As an example, Merrell points to a 2001 Chunn’s Cove project “that was really damaged by the outcome of the hearing, opposed by people who really didn’t want people with disabilities in their neighborhood. Some of the animosity towards [the ordinance] comes from it being so soon after the Larchmont project” (see “Asheville City Council,” March 31 Xpress).

But she believes the modifications the commission has requested won’t significantly harm the proposal.

Bypassing the democratic process?

Local progressive political activist Elaine Lite has a radically different take on the ordinance, particularly the idea of eliminating City Council approval.

“I am a huge supporter of affordable housing, believe me, but affordable housing doesn’t give them carte blanche to bypass the democratic process; it’s too critical to how our city functions,” Lite asserts. “As it is, developers of all stripes — affordable and gated communities — have the upper hand in the process, as far as the citizens are concerned.
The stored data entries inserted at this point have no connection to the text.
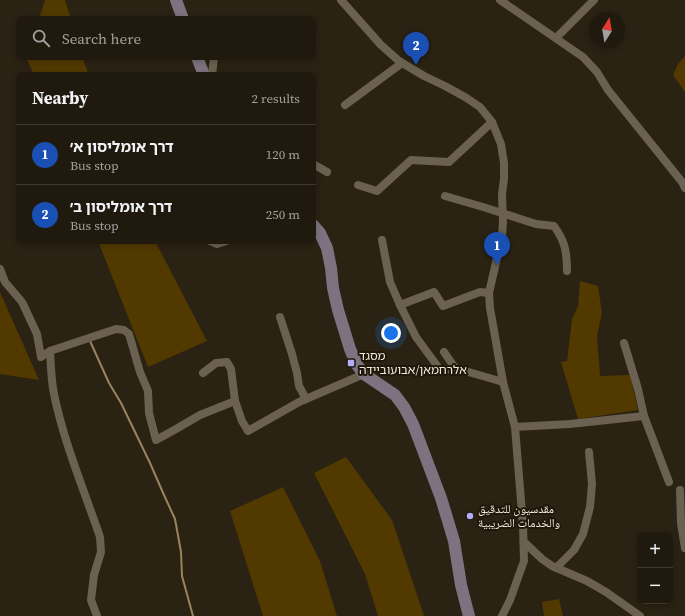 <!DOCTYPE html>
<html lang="en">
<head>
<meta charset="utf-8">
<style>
  body { margin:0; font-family:"Source Serif 4","Noto Naskh Arabic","Noto Sans Hebrew",serif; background:#2d271c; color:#f1f3f6 }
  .controls { position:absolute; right:12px; bottom:12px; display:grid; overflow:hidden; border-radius:8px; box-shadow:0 2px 6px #0003 }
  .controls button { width:36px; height:36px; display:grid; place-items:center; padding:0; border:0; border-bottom:1px solid #3d382e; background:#201a0e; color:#f1f3f6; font:20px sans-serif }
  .compass { position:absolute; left:589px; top:12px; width:36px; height:36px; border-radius:50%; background:#201a0e; box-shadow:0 2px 6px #0003; rotate:11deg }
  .you { position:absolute; left:391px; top:333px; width:14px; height:14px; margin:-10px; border:3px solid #fff; border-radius:50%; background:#1a73e8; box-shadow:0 0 0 6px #1a73e833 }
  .badge { display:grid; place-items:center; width:26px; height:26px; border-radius:50%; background:#7c3aed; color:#fff; font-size:13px; font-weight:700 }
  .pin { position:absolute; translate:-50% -33px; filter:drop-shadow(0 1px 2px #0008) }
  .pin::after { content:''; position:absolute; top:21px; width:14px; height:12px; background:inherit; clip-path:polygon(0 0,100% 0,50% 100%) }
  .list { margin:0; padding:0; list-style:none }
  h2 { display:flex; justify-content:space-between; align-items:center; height:52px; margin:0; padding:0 16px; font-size:17px }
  h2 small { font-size:13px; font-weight:400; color:#a2a19e }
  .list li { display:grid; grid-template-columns:26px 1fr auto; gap:12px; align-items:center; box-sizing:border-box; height:60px; padding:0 16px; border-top:1px solid #3d382e }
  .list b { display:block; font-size:15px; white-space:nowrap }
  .list p { margin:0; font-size:13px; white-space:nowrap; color:#a2a19e }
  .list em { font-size:13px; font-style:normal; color:#a2a19e }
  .icon { flex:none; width:22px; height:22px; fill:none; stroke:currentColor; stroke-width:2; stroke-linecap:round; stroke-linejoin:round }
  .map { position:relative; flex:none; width:685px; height:616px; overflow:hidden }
  .search { position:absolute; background:#201a0e; box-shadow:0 2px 6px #0003; left:16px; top:16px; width:300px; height:44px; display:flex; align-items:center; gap:10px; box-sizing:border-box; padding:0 14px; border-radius:8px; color:#a2a19e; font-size:15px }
  .panel { position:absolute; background:#201a0e; box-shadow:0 2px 6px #0003; left:16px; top:72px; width:300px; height:172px; border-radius:8px }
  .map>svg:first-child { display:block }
</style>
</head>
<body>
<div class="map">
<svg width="685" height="616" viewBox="0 0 685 616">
  <rect width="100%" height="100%" fill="#2a2213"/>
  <!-- green -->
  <g fill="#523900">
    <path d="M45,0h20l6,19h-32z"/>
    <path d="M685,56v36l-12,-17 5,-11z"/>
    <path d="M26,57h56l7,18h-55z"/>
    <path d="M98,241h57l52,100 -59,26z"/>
    <path d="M580,281l18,5 4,27 -5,23 3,40 30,-1 8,35 -60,9 -17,-57 6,-1 5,-42 6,-13z"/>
    <path d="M0,292l39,88 -39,-6z"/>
    <path d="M346,457l46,63 32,96h-46l-13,-42 -51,-101z"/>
    <path d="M283,487l37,74 17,55h-74l-33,-105z"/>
    <path d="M559,599l4,17h-19l-2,-14z"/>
  </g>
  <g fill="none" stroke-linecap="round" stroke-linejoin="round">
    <!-- stream -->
    <path stroke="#99845e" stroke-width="2" d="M90,341l19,42 12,20 29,60 14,32 11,24 6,33 1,24 11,40"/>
    <!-- street -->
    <g stroke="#6b6150" stroke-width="8">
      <path d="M341,0l40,45 18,16 25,15 21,10 20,11 15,10 12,15 9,22 3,19v16l-2,15 1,28 -1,14 -13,57 1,15 13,74 12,45 8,98 1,36 -14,39 -8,16"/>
      <path d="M500,0l83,57 14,15 11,18 74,92 3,6"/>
      <path d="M556,38l38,-38"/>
      <path d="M212,75l2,-18"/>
      <path d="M345,105l57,-42"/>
      <path d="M313,164l14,8"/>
      <path d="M358,185l19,6 34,-31 38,2 43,-40"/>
      <path d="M445,196l38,11 53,17 18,2c11,15 13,26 13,45"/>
      <path d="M382,240l8,42 10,23 16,32 25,34 14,-3"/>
      <path d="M210,241l7,3 10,-3"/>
      <path d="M0,269l5,13 17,20 15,32 4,23 9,-6"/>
      <path d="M400,305l34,-13 9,14 37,-14 9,1"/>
      <path d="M280,317l12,37 5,19 2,13 7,13"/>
      <path d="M444,352l11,16 48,14"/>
      <path d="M203,373l13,-10 11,-1 4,7 4,32 7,20 6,10 51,-29 65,-28"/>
      <path d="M644,416l25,66"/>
      <path d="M515,427l55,-3 74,-8 -6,-27 -14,-46"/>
      <path d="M680,490l1,33 4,25"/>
      <path d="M524,542l18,17 10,7 35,15 19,11 34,24"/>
      <path d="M556,568l18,-18 9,-16 7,-27 2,-23 -3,-32"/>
      <path d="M97,616l-6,-16 3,-25 7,-23 -1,-15c-16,-47 -36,-94 -46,-143 -3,-14 -3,-29 -4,-43l66,-22 8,1 5,4 11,38 8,19 1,22 7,27 20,-11 24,-14 35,-14"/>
    </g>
    <!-- secondary -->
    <g stroke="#7d7380" stroke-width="12">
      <path d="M176,0l7,19"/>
      <path d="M197,57l7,18"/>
      <path d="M313,225l7,8 7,15 4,20 2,20 5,22 12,39 7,16 7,9 31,21 9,12 9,17 28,74 7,23 6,20 7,44 8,31"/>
    </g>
  </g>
  <!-- markers -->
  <g fill="#b5acf8" stroke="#201809" stroke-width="1.5">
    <rect x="347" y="359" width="8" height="8" rx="2"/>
    <circle cx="470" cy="516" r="4"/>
  </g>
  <g text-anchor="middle" stroke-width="4" stroke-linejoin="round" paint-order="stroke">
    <!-- poi labels -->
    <g font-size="12" fill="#efe9df" stroke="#201809" text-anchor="start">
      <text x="359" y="360">מסגד<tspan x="359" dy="14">אלרחמאן/אבועוביידה</tspan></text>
      <text x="478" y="513">مقدسيون للتدقيق<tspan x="478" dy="14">والخدمات الضريبية</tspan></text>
    </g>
  </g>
</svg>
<div class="controls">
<button>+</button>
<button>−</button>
</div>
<svg class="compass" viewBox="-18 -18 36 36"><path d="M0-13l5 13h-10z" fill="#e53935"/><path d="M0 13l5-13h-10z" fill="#a2a19e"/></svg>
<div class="you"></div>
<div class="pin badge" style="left:497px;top:265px;background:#1a4fb4">1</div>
<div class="pin badge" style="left:416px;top:65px;background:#1a4fb4">2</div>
<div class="search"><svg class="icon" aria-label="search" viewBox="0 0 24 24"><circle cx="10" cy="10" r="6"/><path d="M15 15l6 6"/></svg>Search here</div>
<section class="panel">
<h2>Nearby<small>2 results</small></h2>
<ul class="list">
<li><span class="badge" style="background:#1a4fb4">1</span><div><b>דרך אומליסון א׳</b><p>Bus stop</p></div><em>120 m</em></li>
<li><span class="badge" style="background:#1a4fb4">2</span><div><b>דרך אומליסון ב׳</b><p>Bus stop</p></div><em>250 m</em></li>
</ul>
</section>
</div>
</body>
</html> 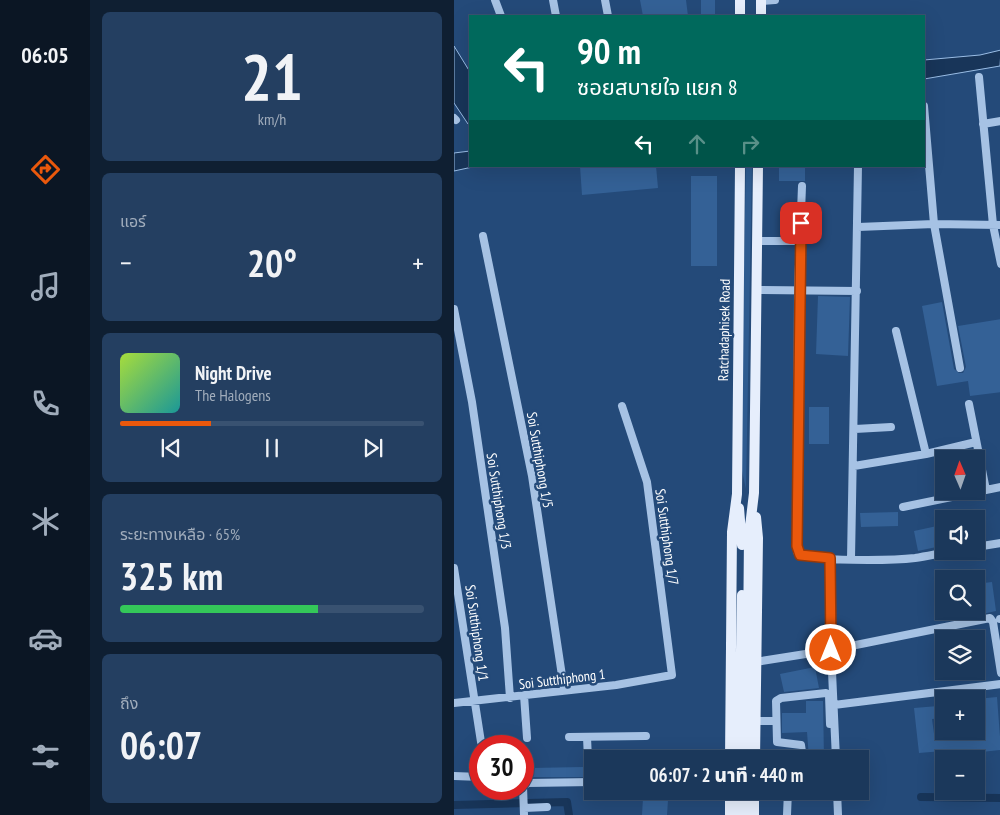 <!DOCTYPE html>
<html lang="th">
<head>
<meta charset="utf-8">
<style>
	:root { --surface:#1b385b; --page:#243f61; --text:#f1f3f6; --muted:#a0acbb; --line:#395271; --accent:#ea580c }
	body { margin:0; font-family:"PT Sans Narrow","Noto Sans Thai",sans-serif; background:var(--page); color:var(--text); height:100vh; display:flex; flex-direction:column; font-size:19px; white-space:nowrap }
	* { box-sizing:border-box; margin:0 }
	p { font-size:16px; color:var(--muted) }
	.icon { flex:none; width:28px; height:28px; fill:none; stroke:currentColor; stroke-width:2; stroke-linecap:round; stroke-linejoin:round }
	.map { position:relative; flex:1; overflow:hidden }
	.details { display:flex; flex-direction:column; gap:12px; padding:12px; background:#0f1f32; width:364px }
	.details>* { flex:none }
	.top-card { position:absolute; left:15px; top:15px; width:456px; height:152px; border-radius:0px; box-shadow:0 5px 20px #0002,0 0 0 1px var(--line); background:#00695c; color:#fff; overflow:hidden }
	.needle { width:32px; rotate:358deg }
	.tools { position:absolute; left:481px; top:450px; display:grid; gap:10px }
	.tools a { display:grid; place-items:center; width:50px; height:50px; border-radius:0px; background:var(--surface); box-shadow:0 5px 20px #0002,0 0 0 1px var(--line); font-size:25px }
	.speed { position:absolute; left:15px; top:735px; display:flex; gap:10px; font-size:25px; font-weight:700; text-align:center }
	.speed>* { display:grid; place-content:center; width:65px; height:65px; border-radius:50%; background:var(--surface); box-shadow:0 5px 20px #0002,0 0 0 1px var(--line); line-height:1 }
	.speed .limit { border:8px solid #d22; background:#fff; color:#111 }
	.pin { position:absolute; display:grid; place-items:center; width:42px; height:42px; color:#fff; margin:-21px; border-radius:10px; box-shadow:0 2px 8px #0006 }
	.me { position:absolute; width:55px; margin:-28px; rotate:0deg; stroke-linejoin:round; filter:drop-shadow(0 0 4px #0008) }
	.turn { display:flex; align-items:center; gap:18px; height:105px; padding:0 25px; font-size:22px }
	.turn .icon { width:65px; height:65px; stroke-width:2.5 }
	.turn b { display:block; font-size:35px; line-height:42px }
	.lanes { display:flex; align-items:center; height:48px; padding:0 25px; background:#0003; justify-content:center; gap:25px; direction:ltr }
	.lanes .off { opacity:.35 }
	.big { font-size:38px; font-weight:800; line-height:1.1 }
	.details .card { flex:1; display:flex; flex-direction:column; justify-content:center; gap:8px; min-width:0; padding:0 18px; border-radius:8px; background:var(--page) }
	.details .dial { align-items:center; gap:0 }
	.dial b { font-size:65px; line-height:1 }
	.song { display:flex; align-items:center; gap:15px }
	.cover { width:60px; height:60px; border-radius:8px; background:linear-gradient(135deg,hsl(80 70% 55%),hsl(180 70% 35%)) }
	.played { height:5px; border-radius:2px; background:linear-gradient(90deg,var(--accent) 30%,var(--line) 30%) }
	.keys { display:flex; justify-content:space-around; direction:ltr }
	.heat { display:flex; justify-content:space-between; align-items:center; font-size:28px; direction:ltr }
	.charge { height:8px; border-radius:4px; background:linear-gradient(90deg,#34c759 65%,var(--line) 0) }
	.trip { position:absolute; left:130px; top:750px; width:285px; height:50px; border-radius:0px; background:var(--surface); box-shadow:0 5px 20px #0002,0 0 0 1px var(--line); font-weight:800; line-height:50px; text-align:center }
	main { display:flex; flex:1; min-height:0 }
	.tab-bar { display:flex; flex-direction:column; width:90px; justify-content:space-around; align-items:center; background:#0b1624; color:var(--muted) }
	.tab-bar .icon { width:35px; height:35px }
	.tab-bar .active { color:var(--accent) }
	.tab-bar b { font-size:22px; color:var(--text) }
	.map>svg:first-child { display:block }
	.green { fill:#2e5b90 }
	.water { fill:#183559; stroke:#9abde5 }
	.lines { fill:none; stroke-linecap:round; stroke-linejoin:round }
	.canal { stroke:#183559; stroke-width:8 }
	.building { fill:#346196 }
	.minor { stroke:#a6c2e4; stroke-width:8 }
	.major { stroke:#e6eefc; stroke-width:10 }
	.route-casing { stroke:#983908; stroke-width:12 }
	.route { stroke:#ea580c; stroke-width:9 }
	.labels { text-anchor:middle; stroke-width:5; stroke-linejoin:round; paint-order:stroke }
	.street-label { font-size:14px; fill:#fff; stroke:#244a79 }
</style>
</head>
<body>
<main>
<nav class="tab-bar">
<b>06:05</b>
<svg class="icon active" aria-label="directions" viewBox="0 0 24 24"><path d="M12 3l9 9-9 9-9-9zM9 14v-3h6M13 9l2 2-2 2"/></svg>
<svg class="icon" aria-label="music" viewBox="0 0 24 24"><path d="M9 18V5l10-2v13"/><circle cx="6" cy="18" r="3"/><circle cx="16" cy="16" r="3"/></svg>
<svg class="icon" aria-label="phone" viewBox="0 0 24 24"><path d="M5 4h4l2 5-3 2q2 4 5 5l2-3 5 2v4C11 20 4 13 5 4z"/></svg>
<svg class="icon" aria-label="climate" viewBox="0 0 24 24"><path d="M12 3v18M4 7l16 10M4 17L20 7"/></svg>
<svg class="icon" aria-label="car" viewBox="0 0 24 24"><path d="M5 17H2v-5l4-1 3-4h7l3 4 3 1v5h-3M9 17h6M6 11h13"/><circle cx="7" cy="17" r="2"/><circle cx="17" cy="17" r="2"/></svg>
<svg class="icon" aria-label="filters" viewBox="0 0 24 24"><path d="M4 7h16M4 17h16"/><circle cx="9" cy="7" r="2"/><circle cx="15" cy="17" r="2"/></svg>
</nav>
<section class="details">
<div class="card dial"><b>21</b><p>km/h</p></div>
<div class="card"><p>แอร์</p>
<div class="heat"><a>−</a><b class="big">20°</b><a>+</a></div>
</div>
<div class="card">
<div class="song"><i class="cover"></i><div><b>Night Drive</b><p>The Halogens</p></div></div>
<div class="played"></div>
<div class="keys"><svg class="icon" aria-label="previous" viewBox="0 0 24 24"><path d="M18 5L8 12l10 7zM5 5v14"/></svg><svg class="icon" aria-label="pause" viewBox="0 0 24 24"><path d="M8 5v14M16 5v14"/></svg><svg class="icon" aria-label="next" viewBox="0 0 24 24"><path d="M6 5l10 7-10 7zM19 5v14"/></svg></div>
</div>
<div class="card"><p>ระยะทางเหลือ · 65%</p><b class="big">325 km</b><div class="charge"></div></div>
<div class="card"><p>ถึง</p><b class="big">06:07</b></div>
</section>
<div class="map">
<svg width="547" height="815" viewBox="0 0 547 815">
	<rect width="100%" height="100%" fill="#244a79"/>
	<path class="green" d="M292,166H298L292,489L286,462Z"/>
	<path class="water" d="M0,46L16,72V123L14,124L0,103Z
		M547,50L546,66L470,79V60L526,55Z
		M16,151V166H23L0,171V153Z"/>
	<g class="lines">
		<path class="canal" d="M467,797L547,798
			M0,805L113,802L115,815"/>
	</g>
	<path class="building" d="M186,0H232L234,16H189Z
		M247,0H261V16H247Z
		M126,166H202L204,188L128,195Z
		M325,166H351V181H325Z
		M237,176H263V266H237Z
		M364,296L396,297L394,356L362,354Z
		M488,302L500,369L505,373H509L512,367L504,326L547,319V392L516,396L514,381L483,386L468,306Z
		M355,407H375V444H355Z
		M444,512V526L407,527L406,513Z
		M483,526L487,546L464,551L460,531Z
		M538,582L542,611L515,617L513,611H522V584Z
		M361,667L365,688L330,692L326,674Z
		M543,697L547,750L490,756L489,751L465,753L460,708L484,706V703L490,702V718L478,719L481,741L530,736L527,714L522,715V699Z
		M352,701H369L370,759H355L353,732L328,733V713H352Z
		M129,767V777H77V768Z
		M189,798L214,800L213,815H188Z"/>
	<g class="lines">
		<path class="minor" d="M41,0L47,16
			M99,0L102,16
			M151,0L154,16
			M307,1L321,0
			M525,77L539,225L547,264
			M470,106L480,224L506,368
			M0,118L2,120
			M529,124L547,121
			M348,186L344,290L343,552C351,563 444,560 461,558C474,556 487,553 500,551
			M404,227L480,224L547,225
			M29,236L78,476L110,689
			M303,241H346
			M302,290L403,291
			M0,309L18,402L45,587L51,628L56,698
			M442,331L472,454
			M515,404L532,490
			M401,429L437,427
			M400,466L472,454L522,442
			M449,507L547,487
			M522,547L547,543
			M376,558L377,650L382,759
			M397,559L404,166
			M0,568L27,742
			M546,619H547
			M301,662L377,650L536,618L539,622L547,673
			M70,695L73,738
			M0,703L162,685L218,675L193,482L168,406
			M380,705L547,684
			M301,721H322
			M115,737L192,736
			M133,737L135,782
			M349,759L347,745L323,742L322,701L327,698L372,693L375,695L376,724
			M0,776L26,777
			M383,791L384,815
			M70,808L93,807
			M70,815L69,786L74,783L139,782
			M333,815L334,791"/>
		<path class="major" d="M286,16V0
			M307,16V0
			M285,508L288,545
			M276,759L278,532L283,494L286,166
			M285,759L288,595
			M293,759L295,535L300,493L304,166
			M301,759L304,538L302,517
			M276,815V791
			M284,815L285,791
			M292,815V791
			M300,815V791"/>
	</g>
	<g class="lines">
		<g class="route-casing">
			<path id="route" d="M347,223L343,546L346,555L376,558L377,650"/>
		</g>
		<use href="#route" class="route"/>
	</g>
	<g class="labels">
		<g class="street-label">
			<text transform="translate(270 330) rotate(-89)" y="5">Ratchadaphisek Road</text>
			<text transform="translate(86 460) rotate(80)" y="5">Soi Sutthiphong 1/5</text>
			<text transform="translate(45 501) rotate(81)" y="5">Soi Sutthiphong 1/3</text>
			<text transform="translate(213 537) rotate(82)" y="5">Soi Sutthiphong 1/7</text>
			<text transform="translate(23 633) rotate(82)" y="5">Soi Sutthiphong 1/1</text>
			<text transform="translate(108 679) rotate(-7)" y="5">Soi Sutthiphong 1</text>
		</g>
	</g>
</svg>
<div class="tools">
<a><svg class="needle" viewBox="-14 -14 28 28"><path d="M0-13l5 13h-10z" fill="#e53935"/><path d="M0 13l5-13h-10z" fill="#a0acbb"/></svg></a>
<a><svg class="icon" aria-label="sound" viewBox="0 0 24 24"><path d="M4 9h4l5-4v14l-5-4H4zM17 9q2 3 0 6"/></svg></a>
<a><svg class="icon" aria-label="search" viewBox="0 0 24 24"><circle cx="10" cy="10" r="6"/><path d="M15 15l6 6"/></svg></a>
<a><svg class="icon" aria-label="layers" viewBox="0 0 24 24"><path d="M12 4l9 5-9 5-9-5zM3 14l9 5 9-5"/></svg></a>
<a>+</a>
<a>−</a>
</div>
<div class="speed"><div class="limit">30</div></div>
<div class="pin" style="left:347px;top:223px;background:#d93025"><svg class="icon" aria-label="arrive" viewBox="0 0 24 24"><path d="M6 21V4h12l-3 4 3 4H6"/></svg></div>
<svg class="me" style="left:377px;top:650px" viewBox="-20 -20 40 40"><circle r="17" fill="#ea580c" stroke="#fff" stroke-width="3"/><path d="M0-11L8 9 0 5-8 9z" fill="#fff"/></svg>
<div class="trip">06:07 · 2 นาที · 440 m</div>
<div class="top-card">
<div class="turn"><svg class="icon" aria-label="left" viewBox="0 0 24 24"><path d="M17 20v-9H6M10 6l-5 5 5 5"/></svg><div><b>90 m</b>ซอยสบายใจ แยก 8</div></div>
<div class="lanes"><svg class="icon" aria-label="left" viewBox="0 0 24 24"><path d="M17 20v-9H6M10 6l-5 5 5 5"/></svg><svg class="icon off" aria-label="ahead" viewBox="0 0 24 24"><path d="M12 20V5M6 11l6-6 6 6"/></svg><svg class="icon off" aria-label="right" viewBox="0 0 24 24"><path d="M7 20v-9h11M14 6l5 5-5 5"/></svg></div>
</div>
</div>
</main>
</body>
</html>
There is no way they can eliminate this point from the process: That just doesn’t fly. I think it’s a good idea in theory, but they have to examine it.”

Scaling down the ordinance and staying away from single-family neighborhoods, says Lite, “makes a lot of sense. But that’s just the technicalities: The process is my main concern.

“I wasn’t thrilled about the ordinance — I thought it was too far-reaching — but we can’t even begin talking about that if we’re going to bastardize the process like this. We elected the City Council, not the Planning and Zoning [Commission]. Everybody wants to have their say; people have come up with some very valid objections to some of these developments.”

Looking beyond old objections

Council member Gordon Smith was in the audience the night of the commission’s vote. And while he and Lite have agreed on many issues in the past — “Scrutiny Hooligans,” the political blog he founded, endorsed her 2007 City Council run — Smith stands behind the ordinance as originally proposed.

“If we … are going to be serious about becoming a sustainable city, if we’re going to be serious about our carbon footprint as well as the quality of life for people living in Asheville, as well as for our workers who often can’t afford to live here, then we have to look beyond some of the old objections,” Smith declares. “We really have to start to ask where we want to be in 25 years.”

And unlike Merrell, he believes the suggested modifications will do some harm. The reduction to an eighth of a mile, he says, “will drive up costs, because there’s simply going to be less land available to do this kind of development affordably. Eliminating single-family neighborhoods from the ordinance kind of ignores the historical nature of Asheville, where you have so many neighborhoods that have duplexes, triplexes and quads. Asheville used to be a city where neighborhoods were made up of many different kinds of housing units. It’s only in the last several decades that we’ve switched to this more sprawling idea of how we should live in cities.”

As for eliminating Council review of such projects, Smith doesn’t see a problem with it.

“Over the last few elections, what you’ve seen is those who talk about affordable housing, about sustainability, are [those] who move forward politically,” he maintains. “It seems the electorate has made a decision about which way they want to go. So we can enshrine that in our development ordinance, or we can hash it out project by project. If you want people to invest in your city, you have to give them some confidence the process is going to work for them.”

Nonetheless, Smith concedes that “There’s still a lot of question marks around what the final [ordinance] is going to look like.” And whatever form this particular set of rules may eventually take, the fight about precisely what course Asheville should chart toward becoming a more sustainable city doesn’t look to die down anytime soon.